*** Records supplied ***

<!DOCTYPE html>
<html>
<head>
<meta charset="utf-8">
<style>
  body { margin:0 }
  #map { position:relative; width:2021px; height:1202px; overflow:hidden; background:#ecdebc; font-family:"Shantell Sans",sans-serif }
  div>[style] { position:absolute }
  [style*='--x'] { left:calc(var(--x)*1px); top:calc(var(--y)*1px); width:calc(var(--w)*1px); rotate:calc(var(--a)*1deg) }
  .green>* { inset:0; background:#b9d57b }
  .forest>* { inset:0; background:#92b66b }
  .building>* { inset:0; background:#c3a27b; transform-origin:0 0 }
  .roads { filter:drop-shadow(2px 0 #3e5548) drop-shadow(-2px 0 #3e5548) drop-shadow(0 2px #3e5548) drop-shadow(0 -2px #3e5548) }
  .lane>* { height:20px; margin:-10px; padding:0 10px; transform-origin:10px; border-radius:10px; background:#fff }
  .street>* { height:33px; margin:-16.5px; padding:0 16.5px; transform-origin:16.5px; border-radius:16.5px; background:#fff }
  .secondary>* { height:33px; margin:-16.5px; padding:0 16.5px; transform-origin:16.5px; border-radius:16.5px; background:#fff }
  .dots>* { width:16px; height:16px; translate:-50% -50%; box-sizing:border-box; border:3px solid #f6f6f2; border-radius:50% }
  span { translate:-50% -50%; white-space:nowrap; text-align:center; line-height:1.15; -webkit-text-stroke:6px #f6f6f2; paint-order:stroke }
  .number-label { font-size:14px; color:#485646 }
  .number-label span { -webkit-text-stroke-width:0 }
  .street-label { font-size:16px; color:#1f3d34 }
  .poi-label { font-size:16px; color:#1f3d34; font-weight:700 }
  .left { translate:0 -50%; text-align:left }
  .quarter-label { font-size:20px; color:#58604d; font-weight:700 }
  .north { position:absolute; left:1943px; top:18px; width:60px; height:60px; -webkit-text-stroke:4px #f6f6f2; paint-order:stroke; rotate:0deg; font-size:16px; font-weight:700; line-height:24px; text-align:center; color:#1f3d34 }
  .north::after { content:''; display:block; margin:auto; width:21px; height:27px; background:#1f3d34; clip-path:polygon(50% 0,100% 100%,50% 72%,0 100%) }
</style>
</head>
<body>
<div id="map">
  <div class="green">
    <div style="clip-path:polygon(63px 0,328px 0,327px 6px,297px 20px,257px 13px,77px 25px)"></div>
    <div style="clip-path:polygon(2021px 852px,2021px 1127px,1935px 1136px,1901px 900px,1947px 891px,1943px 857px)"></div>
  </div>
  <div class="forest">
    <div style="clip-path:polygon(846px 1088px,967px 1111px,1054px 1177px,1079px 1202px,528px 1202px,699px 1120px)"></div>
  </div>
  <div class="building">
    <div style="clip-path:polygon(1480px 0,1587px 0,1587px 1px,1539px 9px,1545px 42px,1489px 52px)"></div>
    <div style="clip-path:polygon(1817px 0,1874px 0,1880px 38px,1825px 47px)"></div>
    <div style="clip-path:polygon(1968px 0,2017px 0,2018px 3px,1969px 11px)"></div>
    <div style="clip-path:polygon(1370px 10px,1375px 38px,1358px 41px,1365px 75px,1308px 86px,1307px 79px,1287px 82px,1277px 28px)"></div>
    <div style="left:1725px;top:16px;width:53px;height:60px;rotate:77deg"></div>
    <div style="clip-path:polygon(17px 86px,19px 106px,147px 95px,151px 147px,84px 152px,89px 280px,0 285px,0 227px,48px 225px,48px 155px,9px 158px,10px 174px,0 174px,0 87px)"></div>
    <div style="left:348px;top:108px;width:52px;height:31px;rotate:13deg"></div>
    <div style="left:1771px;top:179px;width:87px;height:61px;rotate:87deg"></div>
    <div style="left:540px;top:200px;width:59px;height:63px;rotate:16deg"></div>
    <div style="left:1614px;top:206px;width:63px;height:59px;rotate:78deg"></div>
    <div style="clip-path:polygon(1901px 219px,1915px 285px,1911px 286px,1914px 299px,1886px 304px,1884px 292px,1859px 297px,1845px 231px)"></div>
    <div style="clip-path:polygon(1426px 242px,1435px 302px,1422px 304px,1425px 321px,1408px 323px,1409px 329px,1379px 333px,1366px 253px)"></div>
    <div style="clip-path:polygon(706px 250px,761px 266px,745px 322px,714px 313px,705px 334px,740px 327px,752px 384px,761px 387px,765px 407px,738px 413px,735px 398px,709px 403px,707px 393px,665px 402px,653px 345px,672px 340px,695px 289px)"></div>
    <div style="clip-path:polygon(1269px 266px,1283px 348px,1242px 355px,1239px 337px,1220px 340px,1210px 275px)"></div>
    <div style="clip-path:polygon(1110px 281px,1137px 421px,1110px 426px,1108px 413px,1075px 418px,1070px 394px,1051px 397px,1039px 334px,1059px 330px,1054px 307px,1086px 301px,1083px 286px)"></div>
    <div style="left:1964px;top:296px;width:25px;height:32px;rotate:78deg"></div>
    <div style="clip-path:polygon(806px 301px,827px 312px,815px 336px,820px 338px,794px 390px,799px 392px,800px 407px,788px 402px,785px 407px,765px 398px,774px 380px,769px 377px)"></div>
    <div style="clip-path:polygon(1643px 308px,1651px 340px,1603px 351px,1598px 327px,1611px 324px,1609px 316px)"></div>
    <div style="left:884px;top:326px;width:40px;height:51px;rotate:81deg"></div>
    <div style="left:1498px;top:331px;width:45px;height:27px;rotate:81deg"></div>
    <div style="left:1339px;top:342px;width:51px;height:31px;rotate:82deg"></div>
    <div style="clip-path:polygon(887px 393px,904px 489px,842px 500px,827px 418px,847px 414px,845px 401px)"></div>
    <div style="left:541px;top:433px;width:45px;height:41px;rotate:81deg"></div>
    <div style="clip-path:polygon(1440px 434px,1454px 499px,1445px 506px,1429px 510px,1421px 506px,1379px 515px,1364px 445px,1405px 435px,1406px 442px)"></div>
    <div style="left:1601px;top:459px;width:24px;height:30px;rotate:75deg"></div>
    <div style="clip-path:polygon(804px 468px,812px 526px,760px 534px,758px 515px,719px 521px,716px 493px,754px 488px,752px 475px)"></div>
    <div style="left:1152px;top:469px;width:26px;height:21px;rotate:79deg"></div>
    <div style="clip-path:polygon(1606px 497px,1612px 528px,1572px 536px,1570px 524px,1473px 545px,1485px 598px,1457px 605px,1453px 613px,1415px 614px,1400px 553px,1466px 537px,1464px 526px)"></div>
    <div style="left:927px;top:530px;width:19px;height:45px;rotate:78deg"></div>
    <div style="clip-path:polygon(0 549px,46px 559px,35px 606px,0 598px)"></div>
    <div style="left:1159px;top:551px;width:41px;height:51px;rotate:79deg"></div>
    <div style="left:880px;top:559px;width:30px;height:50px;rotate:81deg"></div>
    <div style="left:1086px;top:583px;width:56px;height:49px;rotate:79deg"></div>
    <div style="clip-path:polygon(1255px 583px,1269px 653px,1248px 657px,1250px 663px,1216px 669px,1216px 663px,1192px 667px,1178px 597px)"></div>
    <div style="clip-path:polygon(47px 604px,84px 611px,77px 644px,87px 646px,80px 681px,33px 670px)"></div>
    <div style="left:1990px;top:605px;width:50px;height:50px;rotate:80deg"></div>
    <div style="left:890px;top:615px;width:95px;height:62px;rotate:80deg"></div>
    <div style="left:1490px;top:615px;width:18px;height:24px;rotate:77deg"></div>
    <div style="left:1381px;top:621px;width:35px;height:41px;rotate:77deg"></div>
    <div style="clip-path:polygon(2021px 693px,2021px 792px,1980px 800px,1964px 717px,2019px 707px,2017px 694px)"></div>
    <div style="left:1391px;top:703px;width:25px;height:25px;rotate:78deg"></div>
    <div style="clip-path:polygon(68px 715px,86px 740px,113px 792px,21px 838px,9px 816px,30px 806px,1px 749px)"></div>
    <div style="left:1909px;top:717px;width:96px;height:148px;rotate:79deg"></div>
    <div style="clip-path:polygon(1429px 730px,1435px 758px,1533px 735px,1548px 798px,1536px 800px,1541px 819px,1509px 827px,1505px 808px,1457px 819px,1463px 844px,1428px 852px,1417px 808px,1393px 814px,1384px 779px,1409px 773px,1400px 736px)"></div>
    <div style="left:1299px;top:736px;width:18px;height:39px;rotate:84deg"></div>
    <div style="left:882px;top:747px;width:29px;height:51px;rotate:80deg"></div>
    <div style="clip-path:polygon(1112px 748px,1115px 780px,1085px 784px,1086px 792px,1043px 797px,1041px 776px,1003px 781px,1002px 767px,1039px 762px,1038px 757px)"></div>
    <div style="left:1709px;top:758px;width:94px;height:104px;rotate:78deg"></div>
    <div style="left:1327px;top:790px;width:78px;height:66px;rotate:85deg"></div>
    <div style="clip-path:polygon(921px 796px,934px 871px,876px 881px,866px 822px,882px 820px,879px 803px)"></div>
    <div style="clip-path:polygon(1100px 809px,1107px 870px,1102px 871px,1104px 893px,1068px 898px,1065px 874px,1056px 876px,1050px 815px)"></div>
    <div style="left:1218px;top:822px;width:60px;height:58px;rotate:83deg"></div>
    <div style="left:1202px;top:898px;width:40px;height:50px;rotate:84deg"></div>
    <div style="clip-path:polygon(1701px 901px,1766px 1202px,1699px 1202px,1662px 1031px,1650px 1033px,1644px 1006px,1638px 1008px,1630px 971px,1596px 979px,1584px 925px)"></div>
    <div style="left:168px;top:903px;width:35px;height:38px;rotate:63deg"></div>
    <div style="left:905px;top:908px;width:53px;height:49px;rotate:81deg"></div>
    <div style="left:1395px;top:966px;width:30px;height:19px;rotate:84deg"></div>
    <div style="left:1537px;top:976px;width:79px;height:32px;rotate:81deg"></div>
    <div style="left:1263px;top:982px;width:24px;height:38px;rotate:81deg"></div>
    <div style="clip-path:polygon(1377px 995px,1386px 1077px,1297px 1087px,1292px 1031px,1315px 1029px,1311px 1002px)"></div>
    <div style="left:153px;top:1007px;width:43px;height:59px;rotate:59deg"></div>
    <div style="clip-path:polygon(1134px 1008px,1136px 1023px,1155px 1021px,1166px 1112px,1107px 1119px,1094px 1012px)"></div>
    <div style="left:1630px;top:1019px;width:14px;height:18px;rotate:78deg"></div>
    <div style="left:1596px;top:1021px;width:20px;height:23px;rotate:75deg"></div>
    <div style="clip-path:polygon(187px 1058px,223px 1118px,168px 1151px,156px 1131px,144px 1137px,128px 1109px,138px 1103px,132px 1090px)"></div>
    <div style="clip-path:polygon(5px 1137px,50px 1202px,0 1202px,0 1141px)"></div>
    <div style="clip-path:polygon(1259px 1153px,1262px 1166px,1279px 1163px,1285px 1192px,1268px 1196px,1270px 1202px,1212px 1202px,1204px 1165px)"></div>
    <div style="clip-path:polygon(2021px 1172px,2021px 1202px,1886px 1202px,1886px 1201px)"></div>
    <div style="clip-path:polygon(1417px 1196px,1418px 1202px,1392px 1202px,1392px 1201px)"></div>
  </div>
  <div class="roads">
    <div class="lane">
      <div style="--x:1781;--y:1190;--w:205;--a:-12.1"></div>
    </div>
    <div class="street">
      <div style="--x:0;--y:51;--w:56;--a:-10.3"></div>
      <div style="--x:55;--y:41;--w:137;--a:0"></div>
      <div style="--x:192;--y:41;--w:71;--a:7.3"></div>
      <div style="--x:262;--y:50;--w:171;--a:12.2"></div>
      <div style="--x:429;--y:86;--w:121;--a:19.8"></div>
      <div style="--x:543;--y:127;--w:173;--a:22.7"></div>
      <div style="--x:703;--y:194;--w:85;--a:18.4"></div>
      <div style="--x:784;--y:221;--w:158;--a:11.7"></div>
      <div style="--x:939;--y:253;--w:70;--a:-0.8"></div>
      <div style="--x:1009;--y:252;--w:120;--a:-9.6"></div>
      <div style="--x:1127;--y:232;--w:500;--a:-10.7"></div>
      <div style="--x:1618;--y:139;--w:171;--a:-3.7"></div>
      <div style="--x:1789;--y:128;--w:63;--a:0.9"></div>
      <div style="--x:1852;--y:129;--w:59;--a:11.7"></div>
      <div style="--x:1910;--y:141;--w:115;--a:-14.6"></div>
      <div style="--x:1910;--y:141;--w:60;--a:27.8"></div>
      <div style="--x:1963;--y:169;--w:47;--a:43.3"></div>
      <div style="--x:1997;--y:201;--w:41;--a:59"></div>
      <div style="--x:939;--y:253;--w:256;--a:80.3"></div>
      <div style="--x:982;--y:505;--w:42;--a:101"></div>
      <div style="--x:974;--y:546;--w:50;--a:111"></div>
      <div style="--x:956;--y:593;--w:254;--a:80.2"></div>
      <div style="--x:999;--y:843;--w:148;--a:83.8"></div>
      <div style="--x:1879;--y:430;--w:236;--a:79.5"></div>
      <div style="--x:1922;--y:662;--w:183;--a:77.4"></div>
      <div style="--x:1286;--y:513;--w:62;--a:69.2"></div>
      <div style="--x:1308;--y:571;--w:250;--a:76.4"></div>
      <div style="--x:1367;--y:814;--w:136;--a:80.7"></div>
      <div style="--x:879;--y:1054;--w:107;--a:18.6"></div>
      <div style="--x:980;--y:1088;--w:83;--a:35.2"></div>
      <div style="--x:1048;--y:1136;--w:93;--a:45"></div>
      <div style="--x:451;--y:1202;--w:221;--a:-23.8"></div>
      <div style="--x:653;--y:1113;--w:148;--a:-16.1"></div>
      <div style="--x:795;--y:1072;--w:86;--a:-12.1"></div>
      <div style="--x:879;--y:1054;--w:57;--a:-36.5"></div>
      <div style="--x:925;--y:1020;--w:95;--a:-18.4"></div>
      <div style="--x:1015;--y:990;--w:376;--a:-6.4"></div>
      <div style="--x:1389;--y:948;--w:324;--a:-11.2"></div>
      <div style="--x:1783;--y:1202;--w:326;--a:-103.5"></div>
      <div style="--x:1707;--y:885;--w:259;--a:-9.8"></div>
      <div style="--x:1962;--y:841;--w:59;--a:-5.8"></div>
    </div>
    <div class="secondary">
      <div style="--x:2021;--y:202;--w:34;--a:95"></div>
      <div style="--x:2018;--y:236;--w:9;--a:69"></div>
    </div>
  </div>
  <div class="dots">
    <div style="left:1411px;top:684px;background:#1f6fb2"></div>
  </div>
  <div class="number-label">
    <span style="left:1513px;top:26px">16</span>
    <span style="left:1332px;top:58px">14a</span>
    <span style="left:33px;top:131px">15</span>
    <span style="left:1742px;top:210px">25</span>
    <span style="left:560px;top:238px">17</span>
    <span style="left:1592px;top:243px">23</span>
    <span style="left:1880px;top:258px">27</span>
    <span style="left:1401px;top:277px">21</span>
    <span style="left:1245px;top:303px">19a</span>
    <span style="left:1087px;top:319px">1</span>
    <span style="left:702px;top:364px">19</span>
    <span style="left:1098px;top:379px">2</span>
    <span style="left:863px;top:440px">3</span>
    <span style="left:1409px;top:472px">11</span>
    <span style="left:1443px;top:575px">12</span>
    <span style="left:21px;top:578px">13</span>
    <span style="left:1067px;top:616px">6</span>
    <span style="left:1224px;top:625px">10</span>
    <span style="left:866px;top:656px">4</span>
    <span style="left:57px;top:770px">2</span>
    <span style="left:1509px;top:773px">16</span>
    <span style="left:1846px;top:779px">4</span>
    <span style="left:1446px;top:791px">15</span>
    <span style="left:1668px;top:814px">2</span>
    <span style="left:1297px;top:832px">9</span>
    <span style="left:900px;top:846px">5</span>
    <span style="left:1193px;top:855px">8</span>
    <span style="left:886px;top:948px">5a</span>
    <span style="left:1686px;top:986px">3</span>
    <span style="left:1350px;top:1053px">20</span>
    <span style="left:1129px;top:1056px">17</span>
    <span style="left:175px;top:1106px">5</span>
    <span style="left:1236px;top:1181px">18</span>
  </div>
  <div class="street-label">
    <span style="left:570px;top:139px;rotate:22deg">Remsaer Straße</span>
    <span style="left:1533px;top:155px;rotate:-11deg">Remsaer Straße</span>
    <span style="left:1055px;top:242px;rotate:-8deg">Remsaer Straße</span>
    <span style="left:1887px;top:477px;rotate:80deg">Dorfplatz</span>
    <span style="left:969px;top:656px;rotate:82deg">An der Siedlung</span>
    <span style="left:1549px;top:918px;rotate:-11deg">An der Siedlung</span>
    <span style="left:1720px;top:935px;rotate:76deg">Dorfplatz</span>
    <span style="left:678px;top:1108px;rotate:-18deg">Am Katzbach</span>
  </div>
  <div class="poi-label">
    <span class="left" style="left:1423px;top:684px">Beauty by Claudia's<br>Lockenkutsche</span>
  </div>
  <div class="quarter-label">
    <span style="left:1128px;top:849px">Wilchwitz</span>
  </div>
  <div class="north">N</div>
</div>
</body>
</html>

*** End of Records supplied ***

> **Work request**:
The reply should hold only the lines from the first line of the listing above through the line with "filter:drop-shadow(2px 0 #3e5548)", each copied exactly.

> **Worked solution**:
<!DOCTYPE html>
<html>
<head>
<meta charset="utf-8">
<style>
  body { margin:0 }
  #map { position:relative; width:2021px; height:1202px; overflow:hidden; background:#ecdebc; font-family:"Shantell Sans",sans-serif }
  div>[style] { position:absolute }
  [style*='--x'] { left:calc(var(--x)*1px); top:calc(var(--y)*1px); width:calc(var(--w)*1px); rotate:calc(var(--a)*1deg) }
  .green>* { inset:0; background:#b9d57b }
  .forest>* { inset:0; background:#92b66b }
  .building>* { inset:0; background:#c3a27b; transform-origin:0 0 }
  .roads { filter:drop-shadow(2px 0 #3e5548) drop-shadow(-2px 0 #3e5548) drop-shadow(0 2px #3e5548) drop-shadow(0 -2px #3e5548) }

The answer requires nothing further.